Na passada sexta-feira foi aprovado no Parlamento o projeto de lei do CHEGA que prevê a proibição do uso da burca, pelas mulheres, no espaço público, com os votos a favor do PSD, CDS e Iniciativa Liberal. Acorda-se um retrocesso legislativo que só serve para aquecer os pés da direita conservadora e anti-liberal, sob o mote da defesa da opressão da mulher, que nem chega perto de resolver.
Em primeiro lugar, importa destrinçar a premissa que esteve na base da fundamentação da proposta. Ora, a burca distingue-se do hijab na medida em que traduz uma forma mais completa de cobertura, incluindo o rosto da mulher. Os ocidentais opositores ao seu uso baseiam-se no frágil e básico argumento de que simboliza a opressão da mulher.
Tal generalização não podia estar mais errada, vejamos. Na génese histórica dessa peça de roupa está a proteção contra o clima desértico. As mulheres começaram a usá-la para se protegerem do sol forte, vento e areia, isto é, os fatores ambientais e climatéricos estiveram na base do seu uso, e não, inicialmente, fatores culturais e de género, como se pensa.

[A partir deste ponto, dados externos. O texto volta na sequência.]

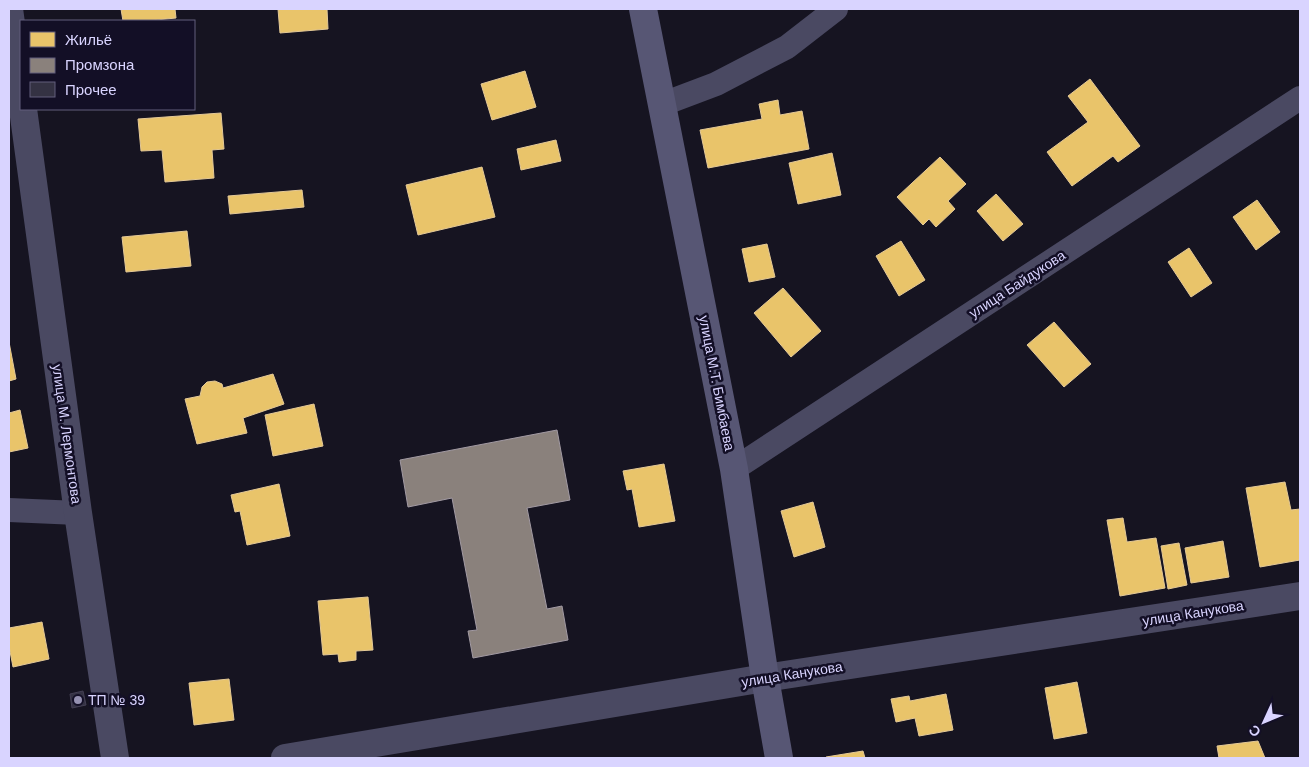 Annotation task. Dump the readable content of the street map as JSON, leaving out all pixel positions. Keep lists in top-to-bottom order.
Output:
{
  "streets": {
    "main road": ["улица М.Т. Бимбаева"],
    "street": ["улица Байдукова", "улица М. Лермонтова", "улица Канукова"]
  },
  "crossings": [
    ["улица Байдукова", "улица М.Т. Бимбаева"],
    ["улица М.Т. Бимбаева", "улица Канукова"]
  ],
  "places": ["ТП № 39"],
  "legend": ["Жильё", "Промзона", "Прочее"],
  "north": "bottom left"
} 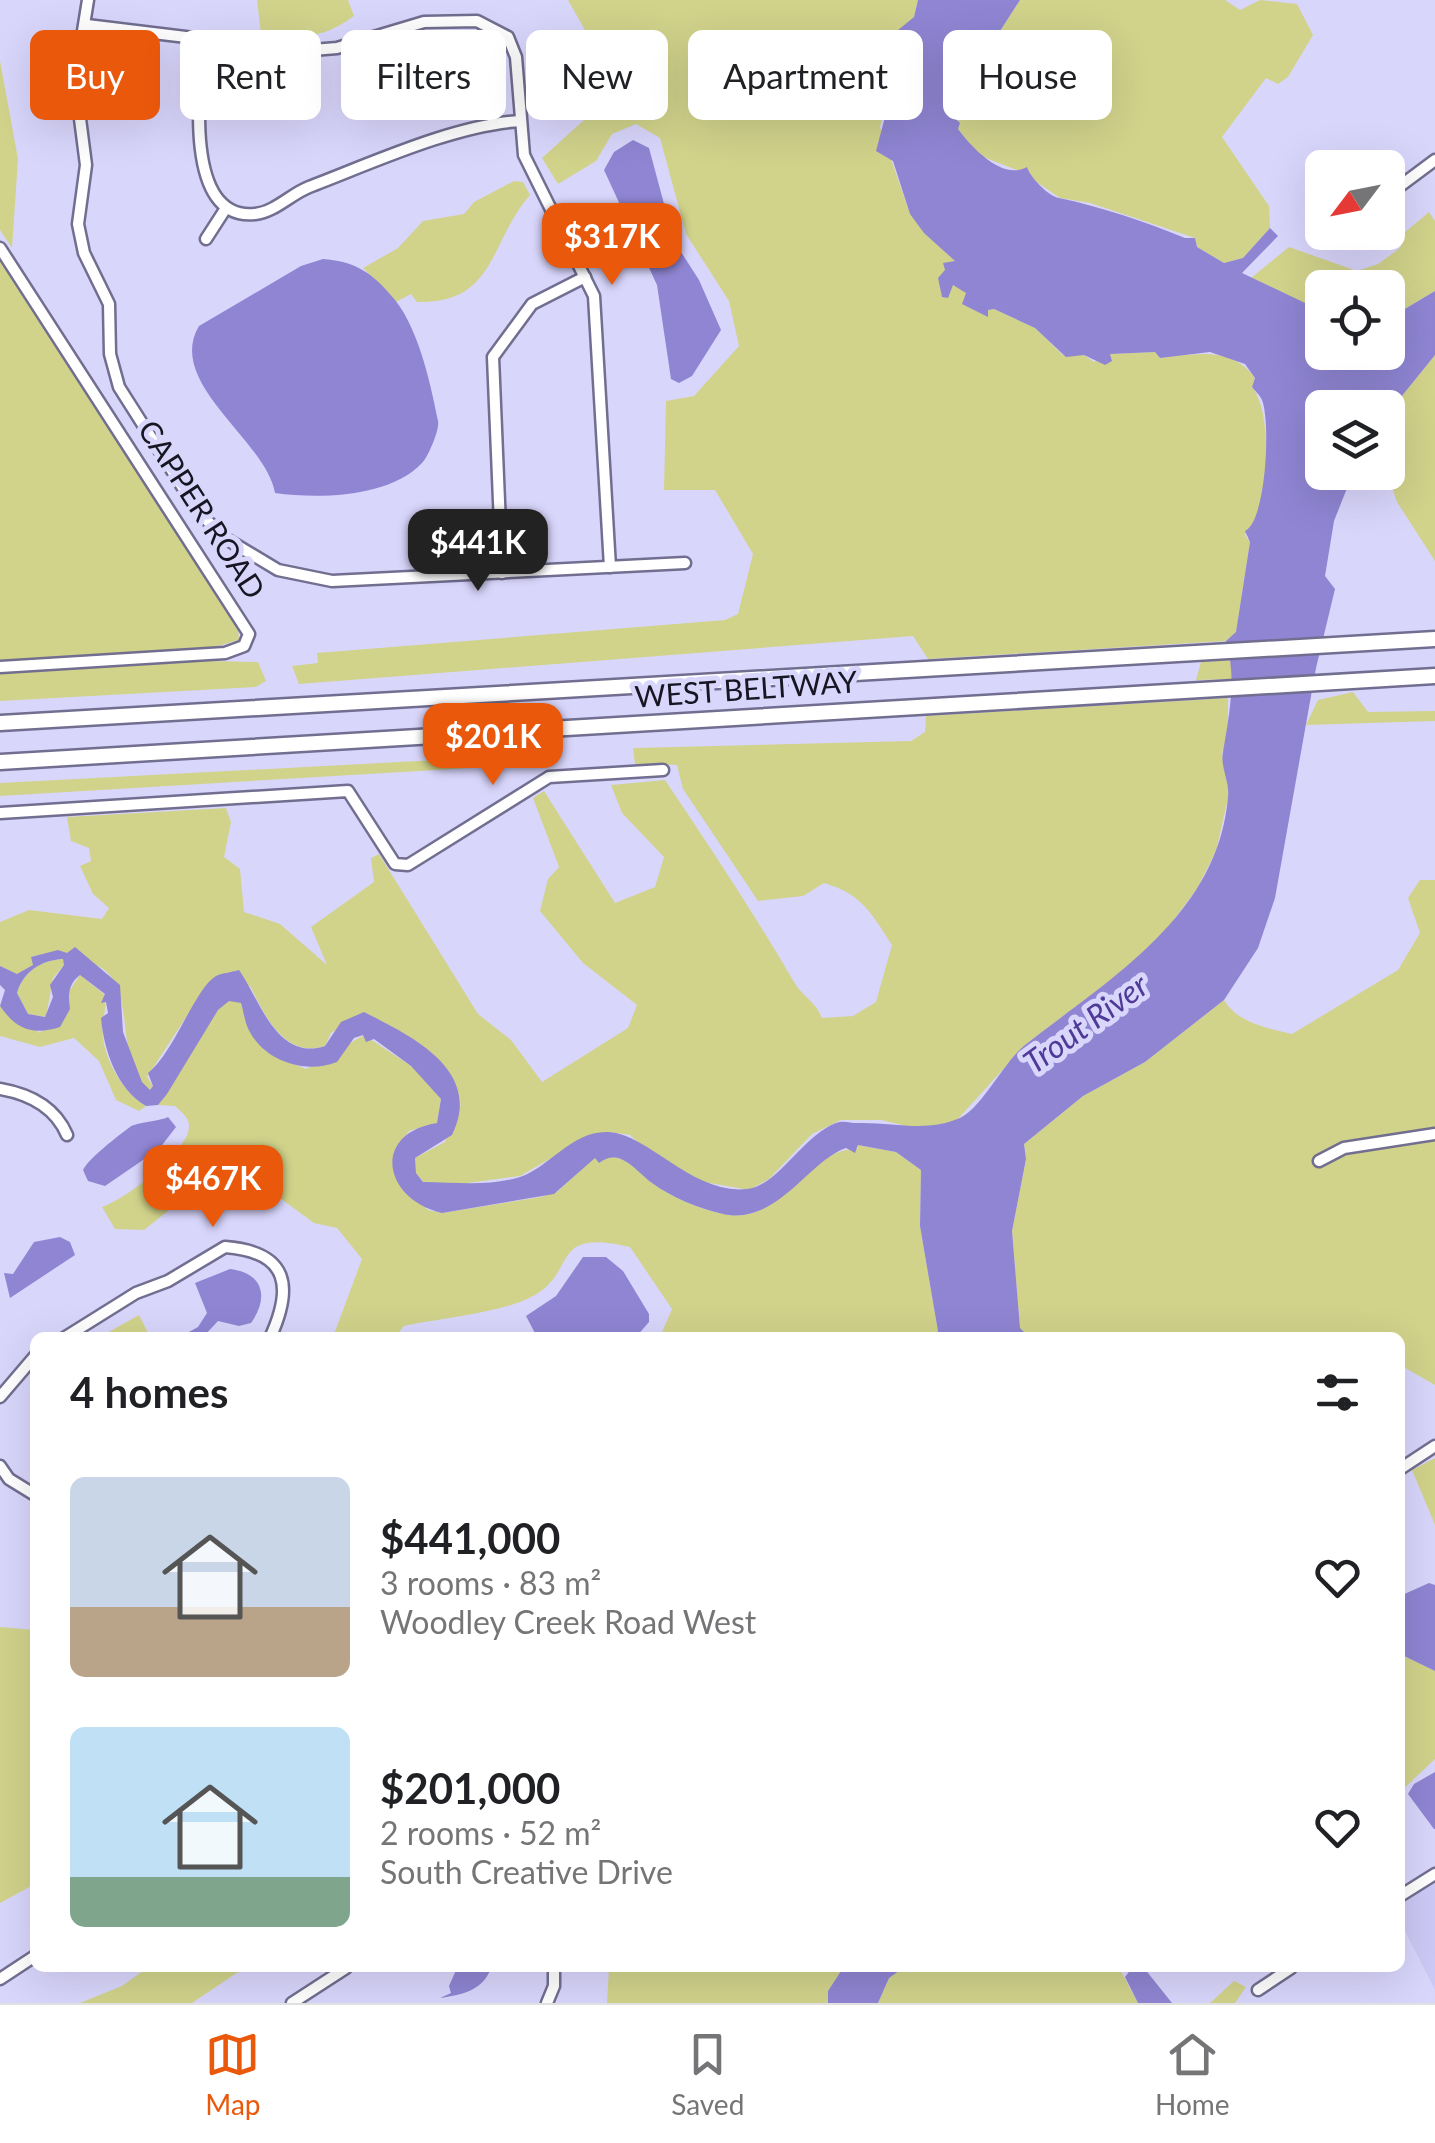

Em segundo lugar, a burca simboliza modéstia e identidade religiosa. Embora haja deputados que afirmem que o apelo ao seu uso não vem expresso no Corão, há teólogos que assim o contradizem. Trata-se, por isso, da constituição de um impedimento à liberdade de religião, constitucionalmente consagrada (artigo 41º CRP) e que deve caber somente a quem partilha dessa fé, na minha leitura, uma vez que afronta maior para a mulher seria a de ser obrigada a destapar-se.
Em terceiro lugar, preconizar o clássico modus operandi, típico dos governos autoritários de direita, que é o da regulamentação do corpo da mulher, é algo que já devia ter sido ultrapassado. Afinal, não são os homens que usam burcas. O verdadeiro exercício da liberdade não pode ser concretizado através de uma proibição. Espanta-me, nesse sentido, o apoio da Iniciativa Liberal à hipocrisia do argumento. O clímax da liberdade está em não subscrevermos a tese do outro, mas ainda assim, em aceitámo-la.
Em quarto lugar, basear-se na premissa de que todas as mulheres que usam a burca fazem-no porque são oprimidas é uma perspetiva errónea e de ignorância ocidental. Maior gravidade teria uma proibição geral por imposição estadual, de uso da burca, do que uma eventual proibição por imposição conjugal, a de mostrar a pele.
Em relação à questão da segurança, penso que o problema não se coloca no nosso país. É verdade que foram registados, noutros locais, casos de crimes perpetrados por indivíduos que se escondem por trás dessas peças, mas não me parece que se justifique uma limitação à liberdade de religião para proteger o direito à segurança que não está a ser violado (art.27º).
Como sexto argumento, note-se que, mesmo que se considerem alguns casos de opressão, o projeto de lei não resolve verdadeiramente o problema, constituindo uma afronta que só o é por não ser uma fé partilhada, isto é, diferente do que a maioria dos portugueses comunga.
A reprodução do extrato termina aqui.